Generation ex

France's previous triumphs have shielded both players and coach from too much derision after their embarassing exit, says Neil McCarthy

It is worth underlining just how bad France were. Reigning World Cup champions have frequently dis­appointed, but never to this extent. Despite boasting the leading strikers of the French, Eng­lish and Italian leagues, they didn’t even score a single goal. It was the worst performance of a World Cup holder, surpassing the 1962 winners Brazil, who at least managed to score goals and win one of three matches in 1966.

France had danced in the streets in 1998 and 2000. Not in 2002. From the first match,the public began to abandon their heroes as quick­ly as they had adopted them four years earlier. By the time Denmark had ham­mered home the final nail in coffin, people were al­ready sick of Zidane’s thigh opening the news and the totally inappropriate advertising campaigns boasting France’s superiority. After elimination, the sponsors rolled out the ad­verts they had prepared in case of de­feat, the majority of them just as far off the mark as those that had preceded them. “Thank you, the artists, for coming so close to a second victory,” announced one full-page newspaper ad the following day.

WSC may have announced “France will be pap” on their front cover two months ago, but no one in France even considered the possibility. There was therefore much difficulty coming to terms with the crushing defeat. Players on their way back to earlier-than-ex­pected holidays, offered the same, lame excuses of “bad luck”, “too many matches” and “refereeing decisions”. Those with something interesting to say, notably Thi­erry Henry, Philippe Christanval and Willy Sagnol, said nothing. Faithful and united to the last, not one had anything nasty to say, in public at least, against a fellow-player or against the coach, Roger Le­merre.

While you could walk into any bar in France and hear “Lemerre is an idiot”, “Djorkaeff and Dugarry are over the hill”, “Leboeuf always was crap”, and so on, it was hard to find anyone in French football who would be so brutal in public. Auxerre coach Guy Roux, a critic of most things in the national set-up, argued that France were “physically, technically, tactically and men­tally under par”. However, he also refused to blame Lemerre and said he should carry on in the job. Rolland Courbis, another coach us­ually good for a hot-headed reaction, had a similar reaction: “It wasn’t Roger Lemerre who screwed up these finals, but the whole group.” Like many, he questioned the federation’s dec­ision to play a friendly against South Korea just before the finals, a match France won 3-2, but which also saw the catastrophic injury to Zidane.

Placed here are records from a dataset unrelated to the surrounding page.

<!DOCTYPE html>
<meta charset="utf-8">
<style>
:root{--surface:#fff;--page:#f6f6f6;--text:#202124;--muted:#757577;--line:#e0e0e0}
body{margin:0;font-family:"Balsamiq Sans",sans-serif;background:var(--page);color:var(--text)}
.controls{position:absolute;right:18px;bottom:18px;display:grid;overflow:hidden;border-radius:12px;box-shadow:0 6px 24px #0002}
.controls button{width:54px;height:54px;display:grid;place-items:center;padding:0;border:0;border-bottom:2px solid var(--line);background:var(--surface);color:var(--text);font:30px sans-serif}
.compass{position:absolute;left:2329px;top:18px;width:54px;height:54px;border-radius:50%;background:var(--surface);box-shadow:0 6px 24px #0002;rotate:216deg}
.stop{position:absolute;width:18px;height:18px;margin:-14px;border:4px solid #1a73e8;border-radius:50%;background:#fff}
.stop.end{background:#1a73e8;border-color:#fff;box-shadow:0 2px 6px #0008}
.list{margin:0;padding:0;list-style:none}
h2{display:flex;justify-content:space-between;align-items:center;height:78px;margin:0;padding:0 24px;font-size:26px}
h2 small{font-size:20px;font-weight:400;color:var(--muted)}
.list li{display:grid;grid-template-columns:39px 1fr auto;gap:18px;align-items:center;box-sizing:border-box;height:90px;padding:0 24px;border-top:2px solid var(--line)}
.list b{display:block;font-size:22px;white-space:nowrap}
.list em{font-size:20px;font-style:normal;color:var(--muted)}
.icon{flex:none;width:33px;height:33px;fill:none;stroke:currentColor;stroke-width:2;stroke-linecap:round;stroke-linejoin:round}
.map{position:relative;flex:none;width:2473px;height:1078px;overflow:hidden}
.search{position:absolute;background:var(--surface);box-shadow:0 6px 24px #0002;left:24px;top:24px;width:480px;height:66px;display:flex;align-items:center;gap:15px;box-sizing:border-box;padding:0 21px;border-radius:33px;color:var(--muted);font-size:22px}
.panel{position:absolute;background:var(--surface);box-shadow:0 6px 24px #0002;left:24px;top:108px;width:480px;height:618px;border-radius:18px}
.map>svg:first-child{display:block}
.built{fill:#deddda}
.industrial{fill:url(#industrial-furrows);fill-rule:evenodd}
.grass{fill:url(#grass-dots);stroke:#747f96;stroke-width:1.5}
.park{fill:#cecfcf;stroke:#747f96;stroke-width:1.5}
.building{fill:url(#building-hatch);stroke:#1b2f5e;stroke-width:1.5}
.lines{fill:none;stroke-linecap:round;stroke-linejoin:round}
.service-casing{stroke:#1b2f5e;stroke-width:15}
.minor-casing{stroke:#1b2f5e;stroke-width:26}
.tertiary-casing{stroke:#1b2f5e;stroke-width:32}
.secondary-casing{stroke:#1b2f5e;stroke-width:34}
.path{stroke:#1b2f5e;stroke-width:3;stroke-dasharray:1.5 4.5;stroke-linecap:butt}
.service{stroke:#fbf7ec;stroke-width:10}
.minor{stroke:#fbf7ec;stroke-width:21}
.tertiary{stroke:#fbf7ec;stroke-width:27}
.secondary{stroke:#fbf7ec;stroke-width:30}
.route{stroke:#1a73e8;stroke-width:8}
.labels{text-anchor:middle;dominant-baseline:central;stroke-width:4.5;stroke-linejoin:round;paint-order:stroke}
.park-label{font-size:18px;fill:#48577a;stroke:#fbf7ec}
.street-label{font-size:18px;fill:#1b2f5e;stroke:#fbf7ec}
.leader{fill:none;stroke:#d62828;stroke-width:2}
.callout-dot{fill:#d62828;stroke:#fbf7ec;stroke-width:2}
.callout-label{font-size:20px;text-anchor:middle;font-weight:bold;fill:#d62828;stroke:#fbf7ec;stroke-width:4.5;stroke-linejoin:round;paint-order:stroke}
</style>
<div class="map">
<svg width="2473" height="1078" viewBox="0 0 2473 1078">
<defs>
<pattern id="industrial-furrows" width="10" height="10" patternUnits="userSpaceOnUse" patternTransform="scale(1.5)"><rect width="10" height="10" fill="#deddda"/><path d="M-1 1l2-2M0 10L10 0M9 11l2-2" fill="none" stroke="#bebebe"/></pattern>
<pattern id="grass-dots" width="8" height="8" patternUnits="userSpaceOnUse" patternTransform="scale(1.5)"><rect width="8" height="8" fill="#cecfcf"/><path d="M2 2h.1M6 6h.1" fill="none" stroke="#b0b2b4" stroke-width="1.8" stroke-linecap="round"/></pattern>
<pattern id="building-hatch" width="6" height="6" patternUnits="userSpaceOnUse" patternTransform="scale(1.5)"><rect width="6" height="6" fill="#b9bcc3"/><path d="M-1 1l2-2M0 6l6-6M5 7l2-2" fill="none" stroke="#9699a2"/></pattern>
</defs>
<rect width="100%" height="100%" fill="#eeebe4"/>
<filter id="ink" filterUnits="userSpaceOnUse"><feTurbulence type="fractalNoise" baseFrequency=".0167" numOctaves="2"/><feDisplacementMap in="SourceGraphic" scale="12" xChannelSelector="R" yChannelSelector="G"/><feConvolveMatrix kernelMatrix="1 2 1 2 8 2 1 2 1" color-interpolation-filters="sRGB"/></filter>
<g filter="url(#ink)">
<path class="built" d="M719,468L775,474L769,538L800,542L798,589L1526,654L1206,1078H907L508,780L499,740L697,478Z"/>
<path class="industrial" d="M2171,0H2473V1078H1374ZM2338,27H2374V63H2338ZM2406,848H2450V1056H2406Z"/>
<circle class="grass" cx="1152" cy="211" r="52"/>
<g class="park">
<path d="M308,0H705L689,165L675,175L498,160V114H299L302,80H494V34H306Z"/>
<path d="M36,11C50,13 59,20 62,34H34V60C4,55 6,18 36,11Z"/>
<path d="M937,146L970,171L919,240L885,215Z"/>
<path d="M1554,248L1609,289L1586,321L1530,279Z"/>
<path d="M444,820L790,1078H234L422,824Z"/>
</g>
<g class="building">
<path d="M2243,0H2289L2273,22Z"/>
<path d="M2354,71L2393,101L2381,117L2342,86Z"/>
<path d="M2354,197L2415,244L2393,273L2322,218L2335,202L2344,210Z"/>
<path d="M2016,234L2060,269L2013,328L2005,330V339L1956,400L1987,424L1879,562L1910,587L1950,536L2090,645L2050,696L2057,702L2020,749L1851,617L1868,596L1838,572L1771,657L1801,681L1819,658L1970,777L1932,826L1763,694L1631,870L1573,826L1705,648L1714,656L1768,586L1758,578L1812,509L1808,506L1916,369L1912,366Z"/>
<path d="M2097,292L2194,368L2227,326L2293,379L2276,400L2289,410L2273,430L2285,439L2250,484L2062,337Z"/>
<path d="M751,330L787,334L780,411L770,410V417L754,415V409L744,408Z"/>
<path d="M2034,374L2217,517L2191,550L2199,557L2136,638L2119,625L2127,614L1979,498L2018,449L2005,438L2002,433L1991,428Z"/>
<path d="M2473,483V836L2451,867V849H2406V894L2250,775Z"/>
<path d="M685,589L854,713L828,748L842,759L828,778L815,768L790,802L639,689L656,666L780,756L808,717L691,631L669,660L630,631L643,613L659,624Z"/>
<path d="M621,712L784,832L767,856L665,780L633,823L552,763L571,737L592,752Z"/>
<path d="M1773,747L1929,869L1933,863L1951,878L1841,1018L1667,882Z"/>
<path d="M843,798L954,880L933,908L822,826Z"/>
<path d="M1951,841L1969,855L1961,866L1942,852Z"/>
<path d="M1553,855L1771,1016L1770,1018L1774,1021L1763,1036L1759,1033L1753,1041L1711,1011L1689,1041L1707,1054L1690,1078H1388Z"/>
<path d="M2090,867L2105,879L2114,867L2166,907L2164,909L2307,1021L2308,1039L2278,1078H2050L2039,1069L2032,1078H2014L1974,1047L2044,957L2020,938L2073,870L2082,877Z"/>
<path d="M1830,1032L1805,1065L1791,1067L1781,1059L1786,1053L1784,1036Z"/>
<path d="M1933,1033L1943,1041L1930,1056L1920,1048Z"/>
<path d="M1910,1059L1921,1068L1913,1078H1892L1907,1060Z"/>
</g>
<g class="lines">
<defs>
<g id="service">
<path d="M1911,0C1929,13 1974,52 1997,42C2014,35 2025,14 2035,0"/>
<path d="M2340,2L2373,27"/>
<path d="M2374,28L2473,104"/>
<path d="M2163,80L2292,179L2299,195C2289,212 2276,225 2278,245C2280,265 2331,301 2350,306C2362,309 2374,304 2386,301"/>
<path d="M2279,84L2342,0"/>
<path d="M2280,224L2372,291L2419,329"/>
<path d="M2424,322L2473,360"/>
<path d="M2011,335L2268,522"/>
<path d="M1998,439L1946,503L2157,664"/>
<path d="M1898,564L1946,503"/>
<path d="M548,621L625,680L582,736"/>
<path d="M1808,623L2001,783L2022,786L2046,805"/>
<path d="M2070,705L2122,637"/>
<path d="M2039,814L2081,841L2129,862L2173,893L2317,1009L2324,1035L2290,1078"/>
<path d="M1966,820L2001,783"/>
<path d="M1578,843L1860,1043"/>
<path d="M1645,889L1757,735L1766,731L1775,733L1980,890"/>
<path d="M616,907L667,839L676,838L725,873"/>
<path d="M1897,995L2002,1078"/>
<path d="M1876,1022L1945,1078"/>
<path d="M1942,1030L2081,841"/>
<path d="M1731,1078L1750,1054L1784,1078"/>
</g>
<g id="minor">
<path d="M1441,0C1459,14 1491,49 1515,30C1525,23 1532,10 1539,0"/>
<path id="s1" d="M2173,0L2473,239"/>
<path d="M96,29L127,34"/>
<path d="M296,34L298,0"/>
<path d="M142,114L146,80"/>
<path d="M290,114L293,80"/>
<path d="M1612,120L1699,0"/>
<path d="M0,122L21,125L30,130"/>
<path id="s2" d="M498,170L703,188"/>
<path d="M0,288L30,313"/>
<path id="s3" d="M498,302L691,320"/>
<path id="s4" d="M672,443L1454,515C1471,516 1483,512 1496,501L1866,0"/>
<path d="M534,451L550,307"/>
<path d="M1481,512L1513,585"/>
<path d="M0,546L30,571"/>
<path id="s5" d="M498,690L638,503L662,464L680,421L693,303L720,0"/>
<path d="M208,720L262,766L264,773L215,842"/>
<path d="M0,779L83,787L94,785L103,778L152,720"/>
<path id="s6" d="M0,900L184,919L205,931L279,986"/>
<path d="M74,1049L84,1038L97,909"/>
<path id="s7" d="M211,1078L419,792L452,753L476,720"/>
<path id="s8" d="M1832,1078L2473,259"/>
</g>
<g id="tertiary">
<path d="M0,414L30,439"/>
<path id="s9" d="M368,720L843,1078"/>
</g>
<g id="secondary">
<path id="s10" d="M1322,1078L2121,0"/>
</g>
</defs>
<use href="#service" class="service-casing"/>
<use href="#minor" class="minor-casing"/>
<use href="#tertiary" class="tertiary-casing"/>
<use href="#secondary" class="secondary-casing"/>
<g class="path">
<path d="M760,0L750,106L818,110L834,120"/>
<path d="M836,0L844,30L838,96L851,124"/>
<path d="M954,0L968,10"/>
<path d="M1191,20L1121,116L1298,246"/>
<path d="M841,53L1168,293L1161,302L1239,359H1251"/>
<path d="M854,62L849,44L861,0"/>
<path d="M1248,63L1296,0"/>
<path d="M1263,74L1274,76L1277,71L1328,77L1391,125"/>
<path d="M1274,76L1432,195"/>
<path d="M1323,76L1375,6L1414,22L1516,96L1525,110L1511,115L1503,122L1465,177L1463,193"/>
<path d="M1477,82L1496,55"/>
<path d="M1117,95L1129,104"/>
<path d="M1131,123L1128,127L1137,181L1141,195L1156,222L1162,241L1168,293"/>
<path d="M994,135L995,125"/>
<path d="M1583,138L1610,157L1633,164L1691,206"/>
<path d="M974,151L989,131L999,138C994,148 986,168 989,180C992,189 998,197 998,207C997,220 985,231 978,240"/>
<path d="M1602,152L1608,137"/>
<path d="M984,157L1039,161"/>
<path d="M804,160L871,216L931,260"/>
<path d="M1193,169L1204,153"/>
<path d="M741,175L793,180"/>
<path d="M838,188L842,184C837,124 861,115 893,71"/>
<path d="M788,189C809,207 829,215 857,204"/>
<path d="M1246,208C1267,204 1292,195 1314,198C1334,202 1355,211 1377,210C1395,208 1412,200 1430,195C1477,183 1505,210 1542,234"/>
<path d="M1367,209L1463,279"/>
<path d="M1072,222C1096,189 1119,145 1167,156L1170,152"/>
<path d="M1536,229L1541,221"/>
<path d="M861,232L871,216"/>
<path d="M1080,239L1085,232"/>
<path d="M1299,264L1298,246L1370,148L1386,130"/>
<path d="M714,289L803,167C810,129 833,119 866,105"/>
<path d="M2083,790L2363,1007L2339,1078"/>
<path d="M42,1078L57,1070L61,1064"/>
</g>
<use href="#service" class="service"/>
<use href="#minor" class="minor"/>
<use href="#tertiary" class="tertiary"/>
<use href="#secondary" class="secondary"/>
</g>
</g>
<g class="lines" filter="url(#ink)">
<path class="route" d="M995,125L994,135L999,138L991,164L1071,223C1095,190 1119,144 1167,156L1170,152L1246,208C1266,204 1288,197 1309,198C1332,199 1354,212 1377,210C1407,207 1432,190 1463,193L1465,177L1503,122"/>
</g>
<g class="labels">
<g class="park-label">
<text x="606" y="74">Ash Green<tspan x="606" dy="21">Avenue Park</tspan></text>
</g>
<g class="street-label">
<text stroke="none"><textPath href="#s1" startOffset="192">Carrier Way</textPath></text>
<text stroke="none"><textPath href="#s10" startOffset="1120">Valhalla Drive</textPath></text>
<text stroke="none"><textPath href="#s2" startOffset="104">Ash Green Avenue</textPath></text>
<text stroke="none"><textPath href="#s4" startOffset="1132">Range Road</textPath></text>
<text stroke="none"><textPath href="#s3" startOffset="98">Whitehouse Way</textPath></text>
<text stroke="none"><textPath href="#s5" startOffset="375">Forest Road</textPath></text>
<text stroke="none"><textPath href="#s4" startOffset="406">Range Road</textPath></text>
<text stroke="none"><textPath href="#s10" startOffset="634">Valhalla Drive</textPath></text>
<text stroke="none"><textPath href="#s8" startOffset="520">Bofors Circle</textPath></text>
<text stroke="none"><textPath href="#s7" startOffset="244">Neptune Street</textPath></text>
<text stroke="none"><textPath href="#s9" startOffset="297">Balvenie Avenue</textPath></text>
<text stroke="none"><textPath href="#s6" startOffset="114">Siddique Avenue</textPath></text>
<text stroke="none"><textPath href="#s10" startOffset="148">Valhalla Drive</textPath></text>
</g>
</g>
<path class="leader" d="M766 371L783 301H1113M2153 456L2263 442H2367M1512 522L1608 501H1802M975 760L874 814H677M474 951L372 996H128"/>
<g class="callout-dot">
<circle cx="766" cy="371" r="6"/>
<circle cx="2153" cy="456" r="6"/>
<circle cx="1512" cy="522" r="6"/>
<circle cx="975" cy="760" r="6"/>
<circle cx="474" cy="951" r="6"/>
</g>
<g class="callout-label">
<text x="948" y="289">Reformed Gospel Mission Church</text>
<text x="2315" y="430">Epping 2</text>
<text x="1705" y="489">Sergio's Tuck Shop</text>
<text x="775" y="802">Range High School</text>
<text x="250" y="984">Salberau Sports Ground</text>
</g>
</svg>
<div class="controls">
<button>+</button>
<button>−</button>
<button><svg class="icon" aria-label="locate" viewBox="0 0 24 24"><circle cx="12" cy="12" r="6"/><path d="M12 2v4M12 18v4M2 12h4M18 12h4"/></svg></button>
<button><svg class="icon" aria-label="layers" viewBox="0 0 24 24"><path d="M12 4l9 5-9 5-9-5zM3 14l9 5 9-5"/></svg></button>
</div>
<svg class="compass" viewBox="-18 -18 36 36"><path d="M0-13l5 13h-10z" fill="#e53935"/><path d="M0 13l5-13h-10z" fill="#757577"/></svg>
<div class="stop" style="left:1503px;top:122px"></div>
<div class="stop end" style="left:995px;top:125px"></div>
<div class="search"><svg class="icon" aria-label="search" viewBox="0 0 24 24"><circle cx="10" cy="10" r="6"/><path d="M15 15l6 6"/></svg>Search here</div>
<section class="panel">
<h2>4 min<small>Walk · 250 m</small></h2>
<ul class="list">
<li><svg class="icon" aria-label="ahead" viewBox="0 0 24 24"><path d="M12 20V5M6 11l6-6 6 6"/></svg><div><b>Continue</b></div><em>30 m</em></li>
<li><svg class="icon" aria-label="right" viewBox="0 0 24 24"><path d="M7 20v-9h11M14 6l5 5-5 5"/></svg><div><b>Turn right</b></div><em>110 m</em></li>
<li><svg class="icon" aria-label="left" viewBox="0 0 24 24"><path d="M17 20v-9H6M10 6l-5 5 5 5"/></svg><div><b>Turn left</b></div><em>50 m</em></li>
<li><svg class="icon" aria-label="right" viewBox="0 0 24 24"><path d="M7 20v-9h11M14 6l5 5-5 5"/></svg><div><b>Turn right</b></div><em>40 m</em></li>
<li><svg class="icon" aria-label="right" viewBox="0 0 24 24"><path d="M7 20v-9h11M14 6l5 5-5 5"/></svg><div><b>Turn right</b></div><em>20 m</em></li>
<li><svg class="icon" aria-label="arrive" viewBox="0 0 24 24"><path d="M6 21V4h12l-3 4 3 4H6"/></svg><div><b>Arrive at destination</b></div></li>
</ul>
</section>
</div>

It was to such an atmosphere that Lemerre returned to France on June 14 and pointedly refused to re­sign at a meeting with the federation, despite the fact that it was obviously organised in anticipation of this event. Aimé Jacquet, benefactor of Lemerre’s legacy in 1998, and still nat­ional director of football, even refused to return from Korea to attend. Unofficially, Lemerre was given until July 5 to decide on his own future, a choice complicated by Zinedine Zidane’s more recent call for people to stop blaming Lemerre. “For two years we fol­lowed his line, we won and no one said anything. Two more years, we lose, and even though he has al­ways followed the same line, he is criticised.”

The truth is that the team has offered so much to French football in the past years that few want to be involved in the necessary autopsy of defeat. The near­est thing to a tabloid newspaper in France, Le Parisien, has started in its own fashion, revealing alleged med­ical errors, prostitutes in the French team’s hotel, a captain too involved in sponsorship deals to lead his men, Thierry Henry falling out with Le­merre and the rest of the squad. Behind the scenes, though, it appears that only Michel Platini, recently appointed as vice-president of the FFF, is big enough to pull out the knives and use them for a proper post-mortem. He wants Le­merre’s head and expects a major part in choosing and attracting his replacement.

In many ways the spectacular manner of France’s fall may be a blessing. It will allow for a com­plete over­haul without necessarily changing the sys­tem behind the current crop of players. You may not of heard of, for example, Landreau, Boumsong, Mexes, Bréchet and Meriem yet, but they were all in the France team that reached the final of the Under-21 European championship. One generation of French footballers may be finished, but another is ready to take its place.

They probably won’t be ready for Euro 2004, but at the end of the next World Cup in Germany we may yet see millions of French supporters dancing in the streets again. Lemerre, famous for saying that “What­ever hap­pens I will always be France’s first supporter”, may just be among them. Then again, he also said “If my hat knew for whom I voted, I would eat my hat,” so you never know.